:: ASSIGNMENT ::
Wherever "body" appears in a line of the listing, report that line.

:: EXERCISE DATA ::
------------------------------------------------

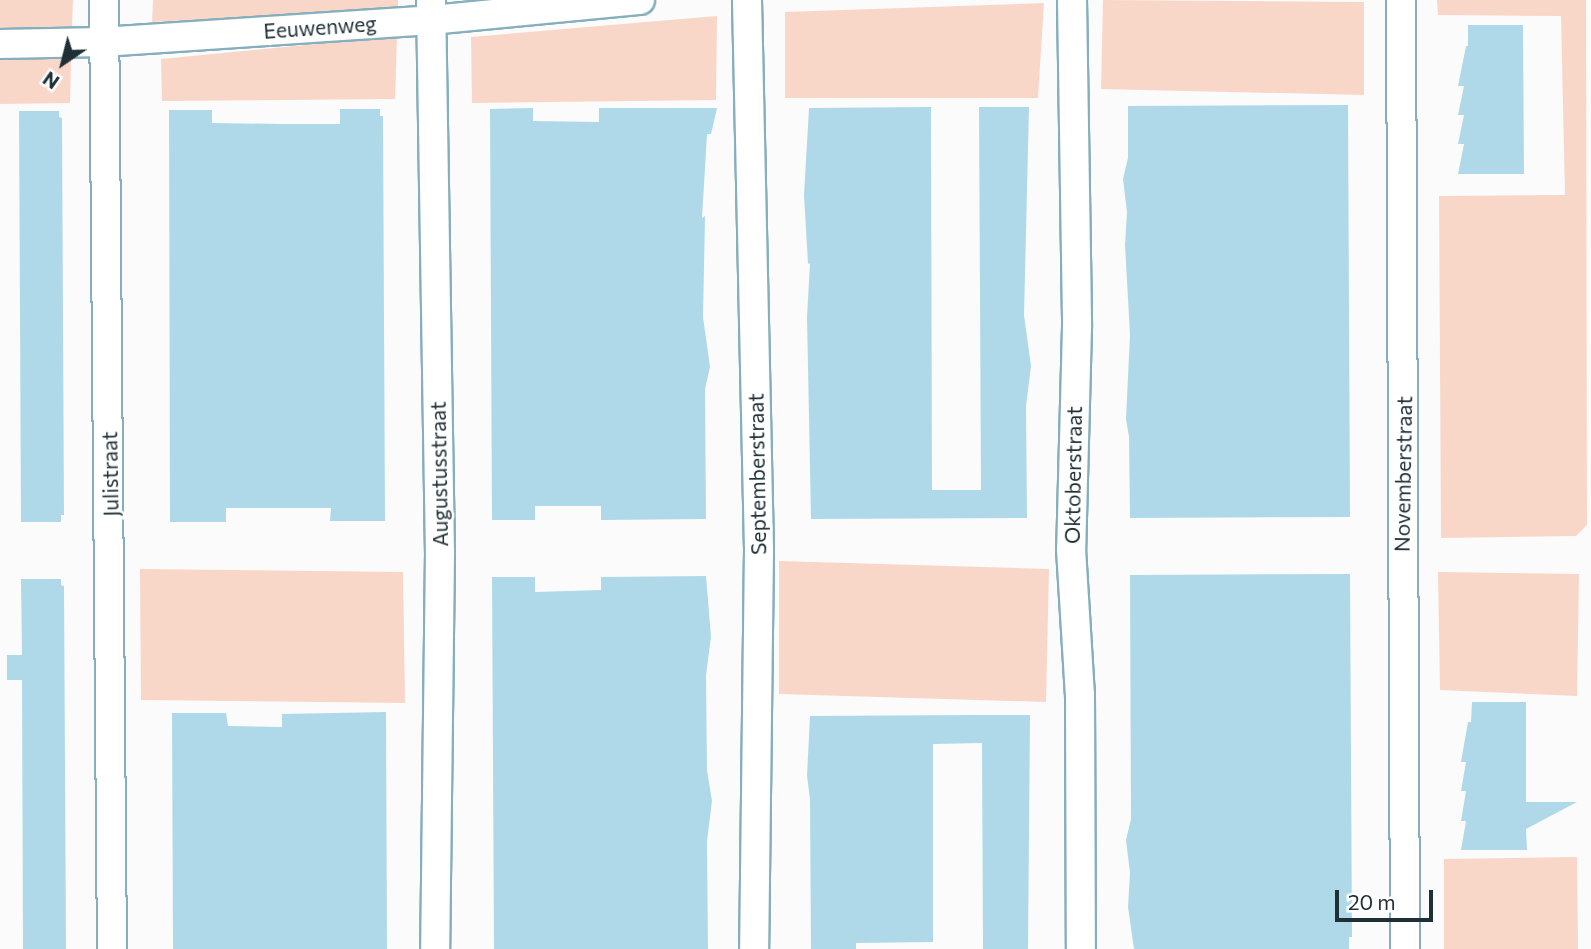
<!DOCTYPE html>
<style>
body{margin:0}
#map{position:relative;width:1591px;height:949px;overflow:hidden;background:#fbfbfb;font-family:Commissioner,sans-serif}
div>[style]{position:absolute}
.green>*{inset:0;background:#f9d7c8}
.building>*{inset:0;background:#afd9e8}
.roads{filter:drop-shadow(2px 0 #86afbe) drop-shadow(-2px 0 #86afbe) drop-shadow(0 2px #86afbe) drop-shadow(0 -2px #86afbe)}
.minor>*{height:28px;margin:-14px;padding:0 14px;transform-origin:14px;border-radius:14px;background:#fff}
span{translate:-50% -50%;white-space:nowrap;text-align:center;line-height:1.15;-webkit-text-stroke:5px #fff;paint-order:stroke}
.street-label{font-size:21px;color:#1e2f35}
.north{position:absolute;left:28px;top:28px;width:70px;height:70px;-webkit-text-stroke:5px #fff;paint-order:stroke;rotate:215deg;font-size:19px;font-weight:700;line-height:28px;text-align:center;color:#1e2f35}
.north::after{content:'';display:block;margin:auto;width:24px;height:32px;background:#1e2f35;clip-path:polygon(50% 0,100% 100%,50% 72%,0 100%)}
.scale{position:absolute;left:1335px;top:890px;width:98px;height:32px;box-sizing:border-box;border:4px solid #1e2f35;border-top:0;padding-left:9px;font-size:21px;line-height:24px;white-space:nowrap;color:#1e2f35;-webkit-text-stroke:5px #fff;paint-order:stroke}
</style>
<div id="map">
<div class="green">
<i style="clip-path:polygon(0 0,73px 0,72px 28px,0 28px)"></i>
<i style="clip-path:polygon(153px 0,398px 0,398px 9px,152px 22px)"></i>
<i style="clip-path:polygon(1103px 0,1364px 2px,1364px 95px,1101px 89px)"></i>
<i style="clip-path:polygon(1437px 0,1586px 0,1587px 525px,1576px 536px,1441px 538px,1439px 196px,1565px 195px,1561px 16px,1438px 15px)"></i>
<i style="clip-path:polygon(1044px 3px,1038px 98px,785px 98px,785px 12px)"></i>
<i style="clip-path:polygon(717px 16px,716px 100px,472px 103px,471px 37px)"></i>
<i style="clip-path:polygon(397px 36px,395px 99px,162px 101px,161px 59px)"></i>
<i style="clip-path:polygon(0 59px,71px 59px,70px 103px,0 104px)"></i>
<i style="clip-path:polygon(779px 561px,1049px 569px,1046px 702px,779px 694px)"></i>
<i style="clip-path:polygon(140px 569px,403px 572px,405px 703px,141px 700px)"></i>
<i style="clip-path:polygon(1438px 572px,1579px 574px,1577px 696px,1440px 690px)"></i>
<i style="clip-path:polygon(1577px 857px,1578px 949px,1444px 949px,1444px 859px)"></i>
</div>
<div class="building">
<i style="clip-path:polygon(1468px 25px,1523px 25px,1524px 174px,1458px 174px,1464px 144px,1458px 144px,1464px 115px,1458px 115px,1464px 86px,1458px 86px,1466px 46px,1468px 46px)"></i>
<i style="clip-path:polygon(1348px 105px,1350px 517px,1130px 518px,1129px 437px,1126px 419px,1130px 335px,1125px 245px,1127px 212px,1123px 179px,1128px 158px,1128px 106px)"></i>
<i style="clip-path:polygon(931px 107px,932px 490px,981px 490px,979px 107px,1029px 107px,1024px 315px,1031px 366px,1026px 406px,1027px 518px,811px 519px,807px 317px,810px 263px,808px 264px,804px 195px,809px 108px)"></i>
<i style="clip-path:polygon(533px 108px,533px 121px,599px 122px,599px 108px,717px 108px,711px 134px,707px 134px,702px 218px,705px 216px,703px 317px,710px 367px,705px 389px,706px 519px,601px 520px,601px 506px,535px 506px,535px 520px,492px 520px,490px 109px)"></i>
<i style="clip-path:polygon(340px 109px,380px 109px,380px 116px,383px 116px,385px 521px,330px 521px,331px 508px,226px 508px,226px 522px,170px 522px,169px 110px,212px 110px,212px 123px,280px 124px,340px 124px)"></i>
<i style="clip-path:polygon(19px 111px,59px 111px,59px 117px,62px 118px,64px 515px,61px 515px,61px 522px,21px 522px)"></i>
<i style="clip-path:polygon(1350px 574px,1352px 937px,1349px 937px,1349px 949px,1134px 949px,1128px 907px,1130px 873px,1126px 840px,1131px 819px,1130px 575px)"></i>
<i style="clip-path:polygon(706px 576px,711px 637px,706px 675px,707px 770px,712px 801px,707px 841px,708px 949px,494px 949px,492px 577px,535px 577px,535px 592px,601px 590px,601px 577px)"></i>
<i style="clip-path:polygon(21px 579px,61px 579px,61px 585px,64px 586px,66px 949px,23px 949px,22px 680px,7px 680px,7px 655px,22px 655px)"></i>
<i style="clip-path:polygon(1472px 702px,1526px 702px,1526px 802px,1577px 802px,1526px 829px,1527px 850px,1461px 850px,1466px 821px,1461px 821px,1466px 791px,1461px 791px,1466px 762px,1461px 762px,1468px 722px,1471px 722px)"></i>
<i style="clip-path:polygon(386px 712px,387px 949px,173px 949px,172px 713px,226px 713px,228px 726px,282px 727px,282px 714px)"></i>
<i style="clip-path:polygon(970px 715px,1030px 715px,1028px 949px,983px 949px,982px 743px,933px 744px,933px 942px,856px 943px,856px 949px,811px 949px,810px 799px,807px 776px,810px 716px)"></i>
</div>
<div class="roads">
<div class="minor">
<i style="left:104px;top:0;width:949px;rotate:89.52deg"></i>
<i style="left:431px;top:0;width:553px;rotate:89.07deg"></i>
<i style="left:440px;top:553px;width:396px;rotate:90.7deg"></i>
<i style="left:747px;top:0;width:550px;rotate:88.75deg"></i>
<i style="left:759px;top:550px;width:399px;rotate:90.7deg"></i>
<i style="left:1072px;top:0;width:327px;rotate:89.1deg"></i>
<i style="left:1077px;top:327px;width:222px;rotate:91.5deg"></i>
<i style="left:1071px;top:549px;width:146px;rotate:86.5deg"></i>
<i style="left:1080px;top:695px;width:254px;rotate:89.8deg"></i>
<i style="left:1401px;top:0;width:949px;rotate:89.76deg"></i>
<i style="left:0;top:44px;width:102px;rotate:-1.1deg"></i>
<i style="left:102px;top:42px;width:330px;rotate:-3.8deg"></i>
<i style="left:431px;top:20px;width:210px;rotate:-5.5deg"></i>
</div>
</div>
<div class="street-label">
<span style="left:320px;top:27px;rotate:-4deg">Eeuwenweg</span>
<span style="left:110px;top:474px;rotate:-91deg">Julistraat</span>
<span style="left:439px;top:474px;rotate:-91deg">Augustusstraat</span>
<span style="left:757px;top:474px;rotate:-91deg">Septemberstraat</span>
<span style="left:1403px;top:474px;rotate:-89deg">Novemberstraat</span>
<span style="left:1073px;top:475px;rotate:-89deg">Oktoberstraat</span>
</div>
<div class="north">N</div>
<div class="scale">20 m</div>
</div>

------------------------------------------------

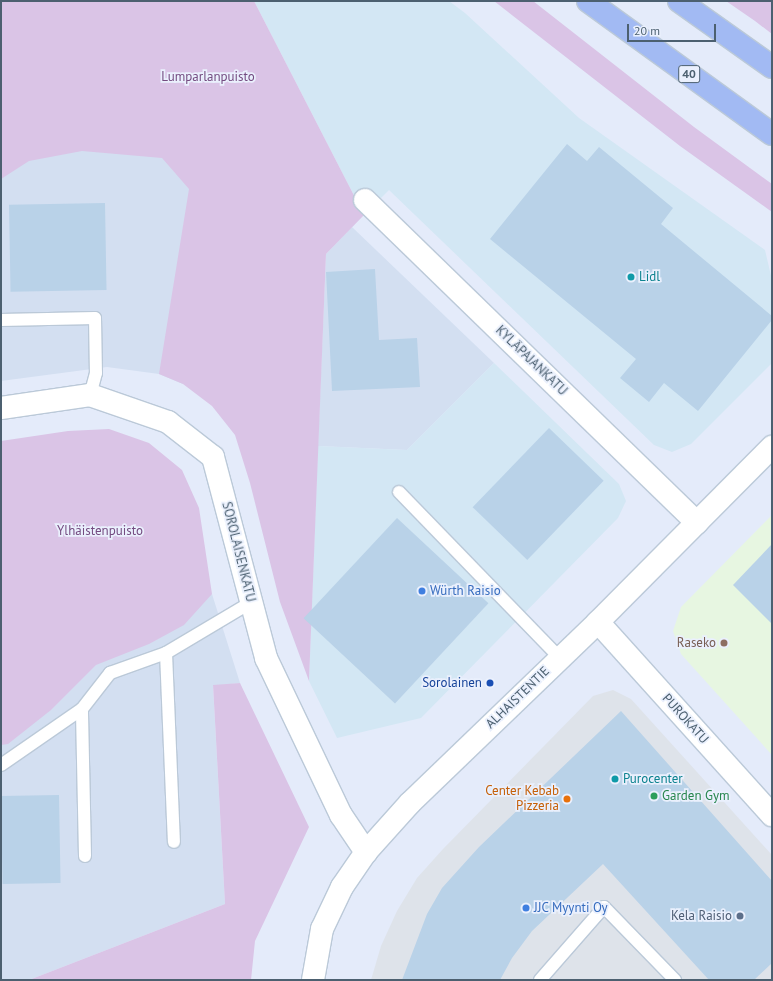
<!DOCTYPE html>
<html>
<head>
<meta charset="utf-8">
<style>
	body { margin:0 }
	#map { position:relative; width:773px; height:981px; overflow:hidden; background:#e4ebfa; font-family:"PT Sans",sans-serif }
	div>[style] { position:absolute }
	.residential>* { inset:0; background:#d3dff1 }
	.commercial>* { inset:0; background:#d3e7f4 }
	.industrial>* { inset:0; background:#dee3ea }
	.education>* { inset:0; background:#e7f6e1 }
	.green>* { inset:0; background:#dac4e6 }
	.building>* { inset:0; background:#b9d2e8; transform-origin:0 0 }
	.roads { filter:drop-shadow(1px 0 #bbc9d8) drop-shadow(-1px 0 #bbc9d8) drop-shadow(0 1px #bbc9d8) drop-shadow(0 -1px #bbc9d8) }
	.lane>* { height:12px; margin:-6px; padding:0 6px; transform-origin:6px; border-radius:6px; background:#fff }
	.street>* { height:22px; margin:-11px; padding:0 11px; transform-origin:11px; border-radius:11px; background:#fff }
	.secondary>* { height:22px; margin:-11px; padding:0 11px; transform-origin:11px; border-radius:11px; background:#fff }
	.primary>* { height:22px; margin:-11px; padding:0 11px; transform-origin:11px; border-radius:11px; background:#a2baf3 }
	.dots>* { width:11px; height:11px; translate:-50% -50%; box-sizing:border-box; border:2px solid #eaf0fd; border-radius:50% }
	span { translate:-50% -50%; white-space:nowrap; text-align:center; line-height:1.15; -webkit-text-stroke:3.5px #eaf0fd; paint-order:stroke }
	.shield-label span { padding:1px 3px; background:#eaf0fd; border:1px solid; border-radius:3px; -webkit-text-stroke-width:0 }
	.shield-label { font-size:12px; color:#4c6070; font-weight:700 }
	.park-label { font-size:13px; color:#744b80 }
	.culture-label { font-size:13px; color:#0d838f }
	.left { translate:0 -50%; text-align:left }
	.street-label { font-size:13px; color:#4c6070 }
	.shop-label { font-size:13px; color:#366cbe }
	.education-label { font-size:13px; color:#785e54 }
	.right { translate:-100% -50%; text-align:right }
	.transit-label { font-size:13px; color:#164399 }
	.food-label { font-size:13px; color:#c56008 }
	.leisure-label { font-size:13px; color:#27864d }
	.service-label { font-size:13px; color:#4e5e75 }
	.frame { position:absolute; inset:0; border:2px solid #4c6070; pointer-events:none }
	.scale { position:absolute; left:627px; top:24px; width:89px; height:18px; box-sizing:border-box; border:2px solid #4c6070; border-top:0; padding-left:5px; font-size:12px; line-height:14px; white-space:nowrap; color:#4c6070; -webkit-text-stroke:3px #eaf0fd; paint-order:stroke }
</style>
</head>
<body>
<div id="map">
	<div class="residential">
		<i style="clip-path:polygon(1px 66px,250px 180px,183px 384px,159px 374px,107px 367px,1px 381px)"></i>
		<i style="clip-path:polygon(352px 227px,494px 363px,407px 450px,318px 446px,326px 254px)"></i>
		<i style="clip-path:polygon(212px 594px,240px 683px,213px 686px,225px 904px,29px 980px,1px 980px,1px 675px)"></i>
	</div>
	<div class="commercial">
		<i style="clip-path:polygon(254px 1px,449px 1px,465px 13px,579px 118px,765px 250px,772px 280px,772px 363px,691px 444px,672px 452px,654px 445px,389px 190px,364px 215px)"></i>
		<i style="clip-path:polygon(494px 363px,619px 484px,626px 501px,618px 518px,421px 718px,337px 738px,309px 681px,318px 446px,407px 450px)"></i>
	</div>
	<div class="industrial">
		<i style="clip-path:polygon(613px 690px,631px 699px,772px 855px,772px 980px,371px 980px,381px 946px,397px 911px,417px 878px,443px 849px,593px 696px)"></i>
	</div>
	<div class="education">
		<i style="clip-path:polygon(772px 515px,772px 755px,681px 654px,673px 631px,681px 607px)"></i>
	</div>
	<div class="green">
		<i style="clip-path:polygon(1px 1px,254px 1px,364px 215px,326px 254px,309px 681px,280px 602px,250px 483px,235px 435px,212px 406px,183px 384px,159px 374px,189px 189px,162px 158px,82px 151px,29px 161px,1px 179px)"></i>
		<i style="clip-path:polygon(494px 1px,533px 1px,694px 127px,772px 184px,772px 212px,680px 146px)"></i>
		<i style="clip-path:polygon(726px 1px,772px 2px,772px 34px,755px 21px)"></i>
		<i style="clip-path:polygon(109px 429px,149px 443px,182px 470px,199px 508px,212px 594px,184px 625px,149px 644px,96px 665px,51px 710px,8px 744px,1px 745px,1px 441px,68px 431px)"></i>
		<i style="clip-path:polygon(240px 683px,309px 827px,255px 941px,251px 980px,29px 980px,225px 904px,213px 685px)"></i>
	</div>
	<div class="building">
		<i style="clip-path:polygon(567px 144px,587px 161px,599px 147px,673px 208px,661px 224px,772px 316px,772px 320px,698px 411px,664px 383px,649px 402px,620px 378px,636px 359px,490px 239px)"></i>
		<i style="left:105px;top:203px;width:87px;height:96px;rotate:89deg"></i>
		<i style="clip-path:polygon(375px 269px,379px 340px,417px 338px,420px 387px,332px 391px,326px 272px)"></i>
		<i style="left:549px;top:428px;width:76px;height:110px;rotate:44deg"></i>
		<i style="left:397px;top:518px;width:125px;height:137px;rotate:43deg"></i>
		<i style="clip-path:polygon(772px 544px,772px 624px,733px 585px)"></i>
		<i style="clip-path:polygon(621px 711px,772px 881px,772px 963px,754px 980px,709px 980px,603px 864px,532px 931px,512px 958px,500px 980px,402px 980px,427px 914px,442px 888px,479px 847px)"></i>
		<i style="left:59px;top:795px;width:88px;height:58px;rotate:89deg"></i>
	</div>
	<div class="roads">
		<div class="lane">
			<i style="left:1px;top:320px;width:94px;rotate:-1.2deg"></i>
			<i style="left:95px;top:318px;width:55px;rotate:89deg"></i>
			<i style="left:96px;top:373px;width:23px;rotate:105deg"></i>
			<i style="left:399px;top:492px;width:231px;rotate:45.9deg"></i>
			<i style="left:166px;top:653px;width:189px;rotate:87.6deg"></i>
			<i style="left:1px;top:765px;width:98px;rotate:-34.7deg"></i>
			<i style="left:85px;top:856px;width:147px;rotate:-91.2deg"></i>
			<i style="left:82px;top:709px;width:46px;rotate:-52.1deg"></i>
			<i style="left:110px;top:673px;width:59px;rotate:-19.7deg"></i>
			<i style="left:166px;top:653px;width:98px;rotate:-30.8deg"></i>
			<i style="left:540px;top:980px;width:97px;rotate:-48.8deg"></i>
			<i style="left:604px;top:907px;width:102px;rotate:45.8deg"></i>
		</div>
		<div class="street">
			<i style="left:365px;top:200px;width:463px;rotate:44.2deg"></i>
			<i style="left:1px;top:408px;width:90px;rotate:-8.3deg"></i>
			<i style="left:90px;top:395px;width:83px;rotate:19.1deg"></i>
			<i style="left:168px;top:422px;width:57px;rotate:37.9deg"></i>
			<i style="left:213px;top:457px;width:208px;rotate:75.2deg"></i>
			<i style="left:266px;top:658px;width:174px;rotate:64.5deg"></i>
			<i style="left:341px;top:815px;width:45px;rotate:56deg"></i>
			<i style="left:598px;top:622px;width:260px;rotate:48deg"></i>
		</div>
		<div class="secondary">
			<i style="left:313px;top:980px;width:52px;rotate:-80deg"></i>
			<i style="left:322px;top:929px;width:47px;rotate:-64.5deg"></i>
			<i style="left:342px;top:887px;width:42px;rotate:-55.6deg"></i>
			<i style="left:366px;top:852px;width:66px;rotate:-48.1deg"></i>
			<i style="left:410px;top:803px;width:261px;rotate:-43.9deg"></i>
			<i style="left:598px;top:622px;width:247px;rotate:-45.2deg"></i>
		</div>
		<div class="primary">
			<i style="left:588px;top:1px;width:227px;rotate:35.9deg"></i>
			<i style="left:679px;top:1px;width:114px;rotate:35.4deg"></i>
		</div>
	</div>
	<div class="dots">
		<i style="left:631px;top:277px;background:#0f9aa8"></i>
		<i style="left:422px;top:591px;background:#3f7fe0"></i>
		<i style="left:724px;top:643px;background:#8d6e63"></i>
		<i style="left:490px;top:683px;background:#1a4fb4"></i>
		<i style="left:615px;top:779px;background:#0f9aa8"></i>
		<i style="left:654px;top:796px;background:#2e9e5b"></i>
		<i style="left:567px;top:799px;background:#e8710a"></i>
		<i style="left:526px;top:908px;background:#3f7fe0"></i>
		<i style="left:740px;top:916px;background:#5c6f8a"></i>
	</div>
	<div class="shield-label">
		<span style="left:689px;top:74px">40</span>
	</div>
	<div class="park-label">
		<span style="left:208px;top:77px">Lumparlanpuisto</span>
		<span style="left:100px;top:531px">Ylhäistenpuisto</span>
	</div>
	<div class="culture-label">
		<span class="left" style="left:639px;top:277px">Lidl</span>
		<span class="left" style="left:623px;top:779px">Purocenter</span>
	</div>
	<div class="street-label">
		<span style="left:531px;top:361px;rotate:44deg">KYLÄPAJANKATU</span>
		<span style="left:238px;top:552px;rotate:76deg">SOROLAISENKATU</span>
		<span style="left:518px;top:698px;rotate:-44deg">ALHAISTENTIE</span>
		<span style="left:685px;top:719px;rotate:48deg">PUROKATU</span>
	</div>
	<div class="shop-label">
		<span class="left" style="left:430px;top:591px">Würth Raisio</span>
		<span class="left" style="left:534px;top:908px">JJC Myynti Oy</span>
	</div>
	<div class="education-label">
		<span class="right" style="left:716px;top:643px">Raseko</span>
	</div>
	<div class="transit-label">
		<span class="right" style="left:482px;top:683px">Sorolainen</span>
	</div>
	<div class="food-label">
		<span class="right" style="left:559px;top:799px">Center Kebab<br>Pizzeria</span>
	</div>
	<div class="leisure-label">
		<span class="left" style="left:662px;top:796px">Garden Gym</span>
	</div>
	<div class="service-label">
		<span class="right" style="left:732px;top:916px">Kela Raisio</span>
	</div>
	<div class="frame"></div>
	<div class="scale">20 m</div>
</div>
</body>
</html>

------------------------------------------------

:: WRITTEN RESPONSE ::
body{margin:0}
	body { margin:0 }
<body>
</body>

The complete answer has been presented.